The implication of what could be a 10x rise in data volume available to BI is the corresponding increase in time and compute. An intense query of today, say of 10 billion rows, would compute in a reasonable time, but it probably won’t be the case with around 10x as many rows.

In the realm of data and analytics, we’re not talking about just storing a magnitude more data. That’s the easy and relatively inexpensive part. Querying a magnitude more data is another story. Analytics (OLAP) queries return results computed from large volumes of data. That is in contrast to transactional (OLTP) applications where we might request data of one customer at a time. Those OLTP queries involve just a few KB each no matter how many customers there might be in the database.

At the time of this writing, an analytics query such as “what are the top 20 products by sales in the US and Asia for non-food items” may cover, say, 10 to 20 billion rows. The current level of Cloud data warehouse platforms such as Redshift and Snowflake are capable of handling that load fairly well. That is, within the order of tens of seconds – with just a few concurrent users.

However, such intense queries covering a large number of rows probably constitute a minority of queries, while vast majority are more targeted and so take a second or two. Therefore, most users would find this reasonably acceptable.

But what if instead of 10 or 20 billion rows, there is now 100 billion to over a trillion. Those occasional queries that once took tens of seconds might now take a few minutes. And some percentage of those queries that once took one or two seconds might take a couple tens of seconds. Those timeframes might now be too tedious for the analyst.

During most of the 2000s, the solution to accelerating analytics queries was to implement pre-aggregated OLAP cubes such as those implemented through SQL Server Analysis Services (Multi-Dimensional) or Essbase. Using those pre-aggregated OLAP cubes, an analytics query would take less than a second two a few seconds – whether the result computed from one fact or a billion facts (a lot of rows circa 2000-2010).

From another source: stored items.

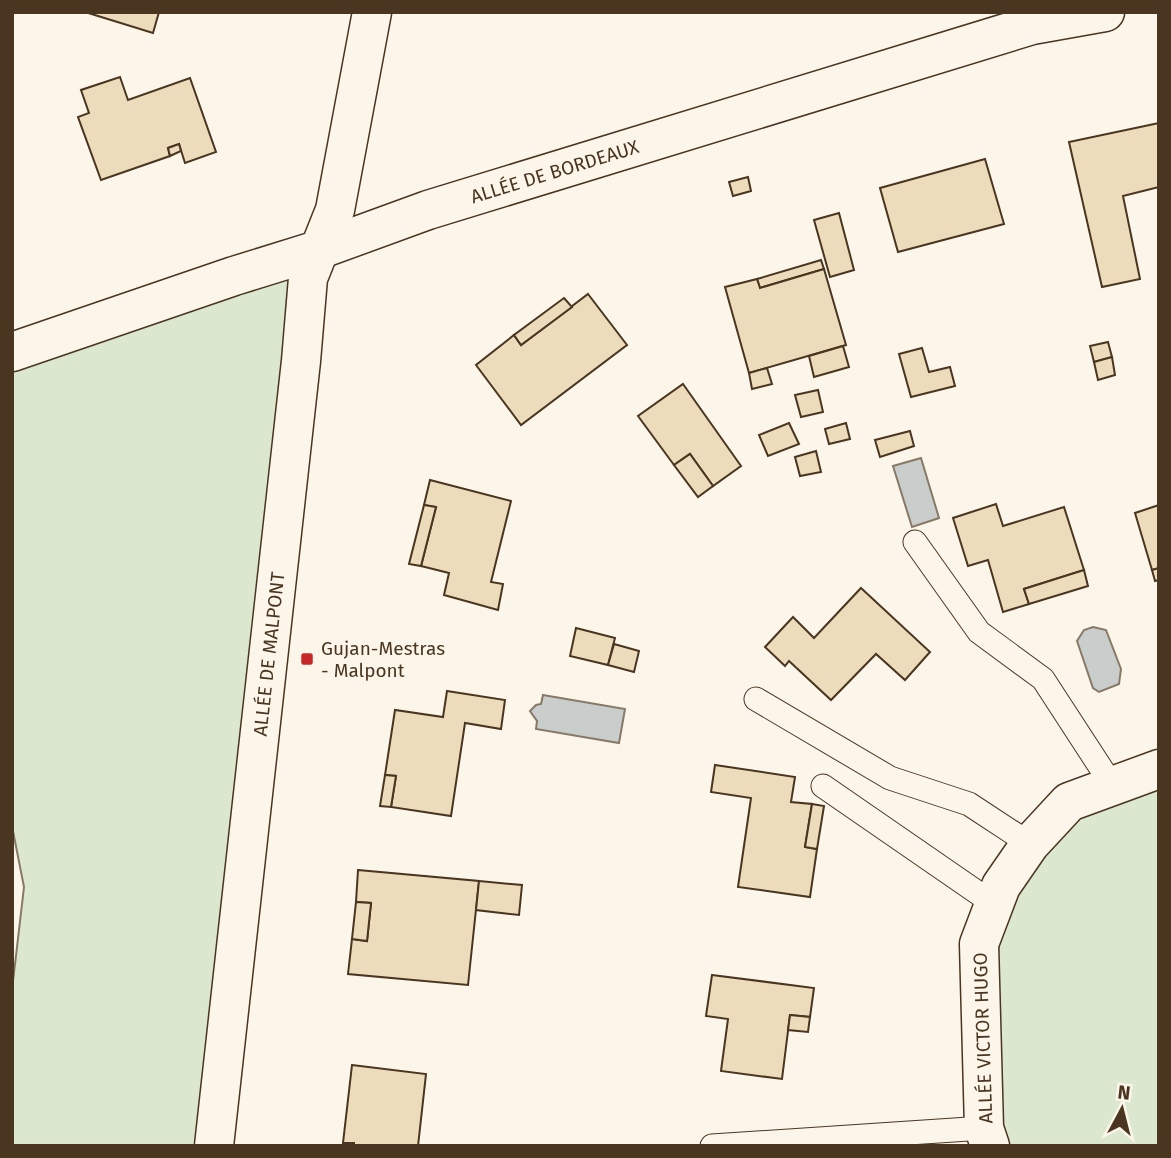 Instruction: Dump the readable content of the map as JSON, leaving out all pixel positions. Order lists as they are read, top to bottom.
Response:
{
  "streets": {
    "street": ["ALLÉE DE BORDEAUX", "ALLÉE DE MALPONT", "ALLÉE VICTOR HUGO"]
  },
  "crossings": [
    ["ALLÉE DE BORDEAUX", "ALLÉE DE MALPONT"]
  ],
  "places": {
    "transit": ["Gujan-Mestras - Malpont"]
  },
  "north": "top"
} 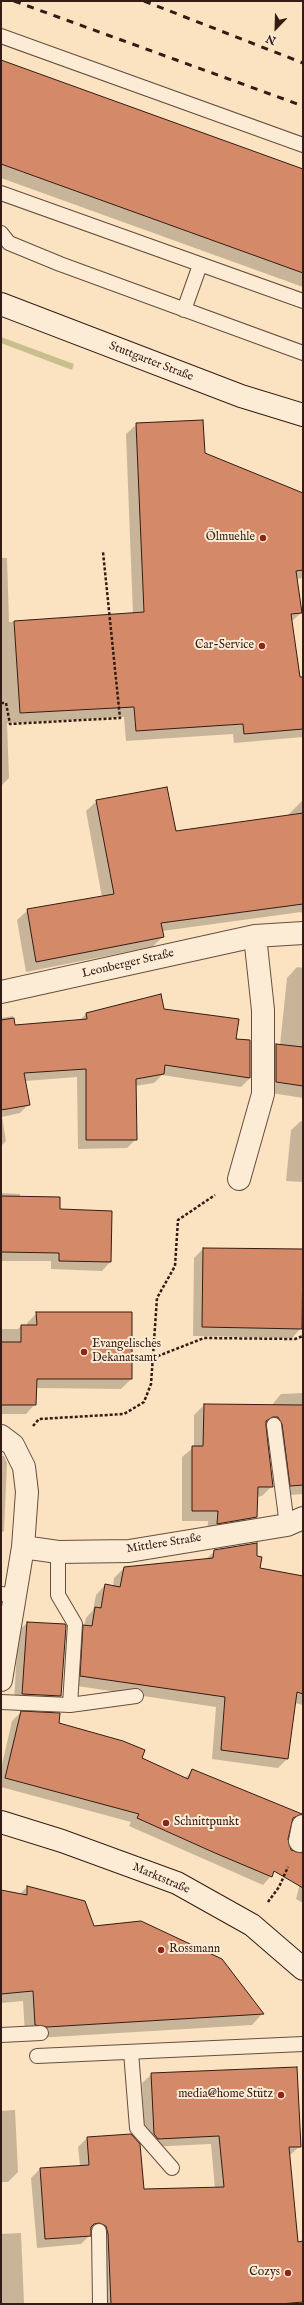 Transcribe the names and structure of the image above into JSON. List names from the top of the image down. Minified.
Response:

The downside for an IT manager is the introduction of yet another technology, the pre-aggregated OLAP cube. Every technology employed by an IT department requires an ongoing level of expertise to develop products on it and support it. IT managers would need to ensure the skillset exists for the entire life of the use of the technology.

As mentioned, the state of performance today is such that the “normal” amount of enterprise data is serviced adequately well by current Cloud data warehouse platforms. An IT manager would consider the trade-off between good-enough alternatives built into their Cloud DW platform (ex. materialized views, caching) and introducing another vendor and technology.

However, the magnitude increase in volume courtesy of the release of information from unstructured data seems to have reached a point where a few weights can be placed on the side of the scale of the once venerable technology of pre-aggregated OLAP cubes.

But the length of query time is just one side of the coin. The distributed, scale-out Cloud database technologies enable the highly performant processing a massive volumes of data. However, scale-out isn’t a free lunch. It’s very expensive. The Cloud only promises to scale to great heights, but it’s going to cost you.

Many prominent Cloud data warehouse platforms charge by compute time. In other words, computing over a 100 billion raw rows costs more than computing over a few hundred or thousand pre-aggregated rows. For example, if a data scientist issued large queries many times to the Cloud DW, there will be a substantial surprise bill at the end of the month. With pre-aggregation, it’s read-once (to process the aggregations) and query a small amount of highly compacted data many times.

Finally, as enterprises become more data-driven, many more employees will consume analytics data, beyond traditional analysts and data scientists. This means that user concurrency will increase as well. Of course, increased concurrency can be addressed through scaling out – but that is expensive. Or it can be addressed through the optimization of pre-aggregated cubes.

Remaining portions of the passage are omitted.